Mastercard, Energy Web partner of Vodafone’s new IoT blockchain – Ledger Insights

Vodafone’s DAB platform targets the so-called thing economy, where IoT devices can perform transactions and pay for services autonomously. It is estimated that there are currently 13.8 billion IoT devices, which are expected to reach 30.9 billion by 2025.

Application examples include a car paying for parking, pay-as-you-go rental car charging, smart electricity meters, and even a coffee machine ordering refills. In the trial launched yesterday in Newbury, UK, Energy Web allows electric cars to communicate with charging stations to determine if they are delivering power from renewables. Assuming this is the case and the car is compatible, it can execute the transaction without human intervention – apart from the physical connection of the charger – and make the payment via the Mastercard network.

The telecom giant describes the Digital Asset Broker (DAB) as the blockchain of blockchains. At its heart is the simple SIM card, which is upgraded with a DAB passport to a DAB SIM card via a small piece of software. Then the digital identity is used to control which devices can interact with others. And the DAB platform provides a transaction layer for microtransactions.

“If you wanted your connected car to communicate with a parking lot, the two companies would have to come together to create and integrate APIs and software to exchange the data. It’s very expensive, takes a long time to develop and every time you ‘there’s a variation, you have to build more software and do more testing,’ said Jorge Bento, IoT technology manager at Vodafone.

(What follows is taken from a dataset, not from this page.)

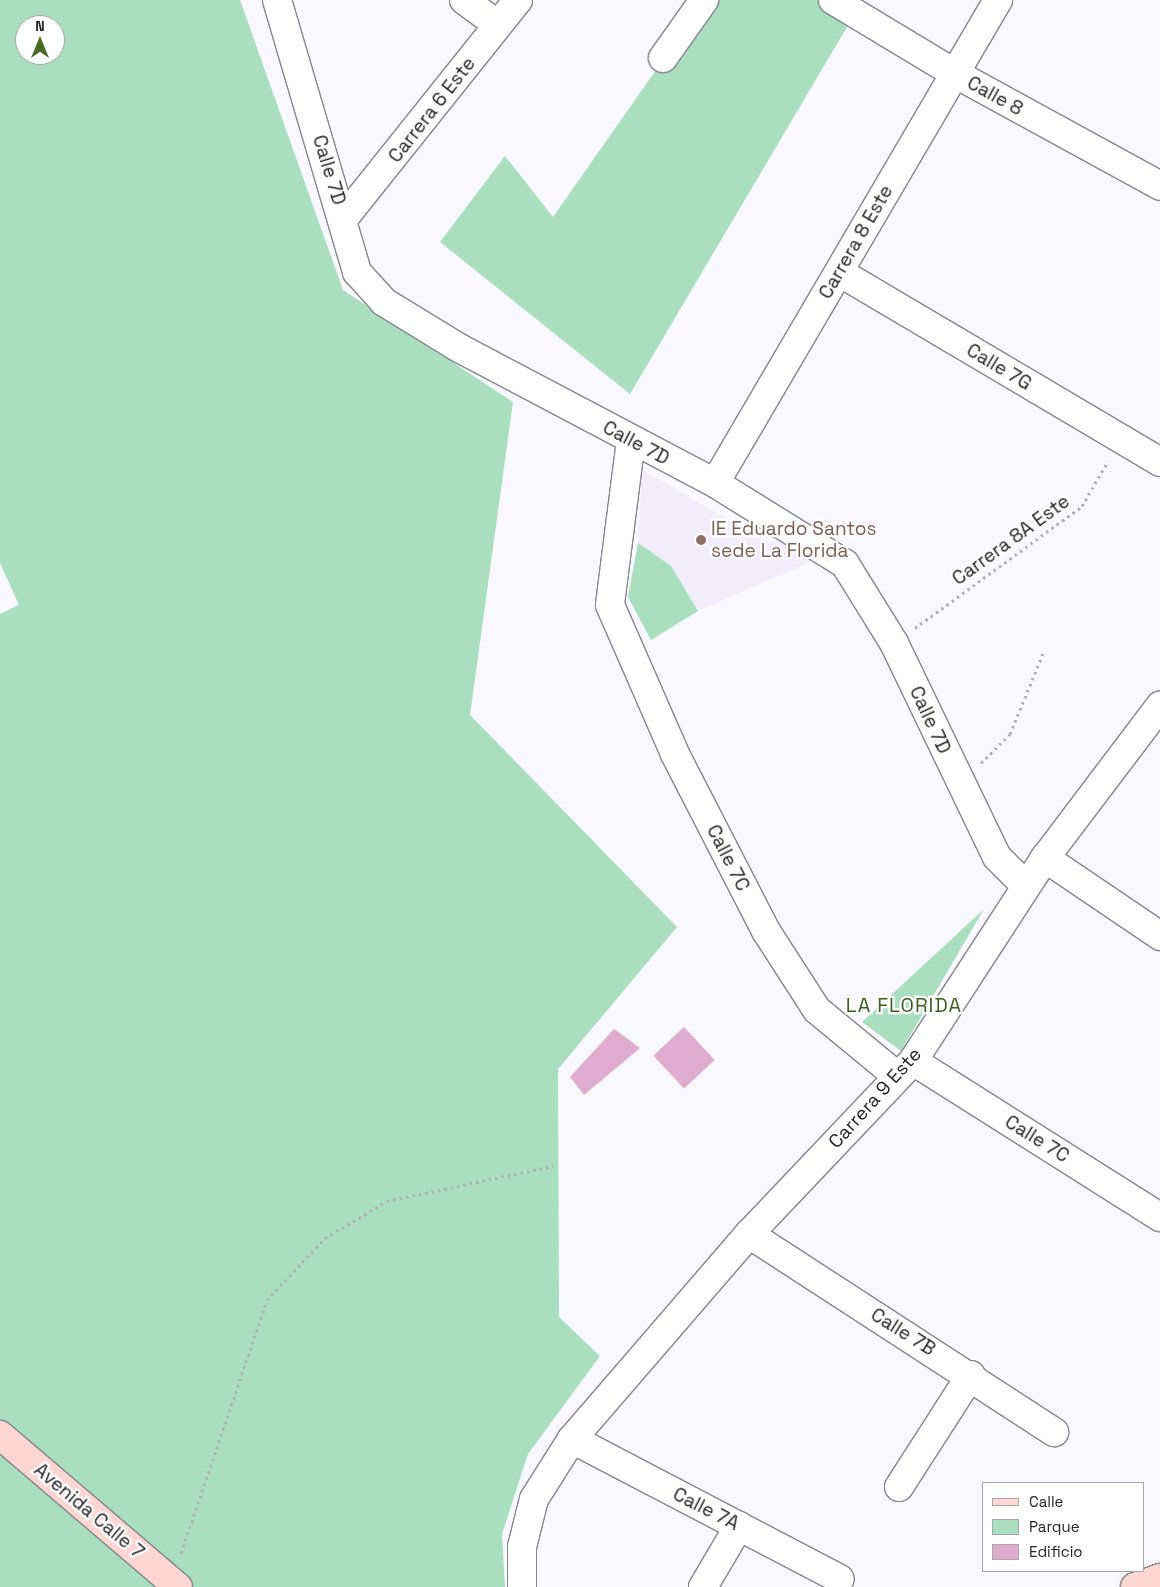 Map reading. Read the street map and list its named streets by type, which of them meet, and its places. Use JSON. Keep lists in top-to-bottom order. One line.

“This is where our Digital Asset Broker platform can help. By integrating Blockchain technology with the IoT, we can make devices trustworthy, allowing them to be authorized to transact across multiple different systems.

Others are also using blockchain for the economy of things (EoT). Bosch is an early promoter and has been involved in an industrial asset finance initiative, alongside Boerse Stuttgart and Daimler Mobility. It is also in partnership with the EoT startup Fetch.ai. And the mobility consortium MOBI is working on the new economy of movement, focusing on the object economy for all things travel.

Yesterday, Vodafone announced its Digital Asset Broker (DAB) blockchain network to enable IoT devices to perform financial transactions. Blockchain nonprofit Energy Web and Mastercard participated in a trial where electric vehicles (EVs) autonomously communicate with charging stations to exchange information and pay for transactions.

Vodafone’s DAB platform targets the so-called thing economy, where IoT devices can perform transactions and pay for services autonomously. It is estimated that there are currently 13.8 billion IoT devices, which are expected to reach 30.9 billion by 2025.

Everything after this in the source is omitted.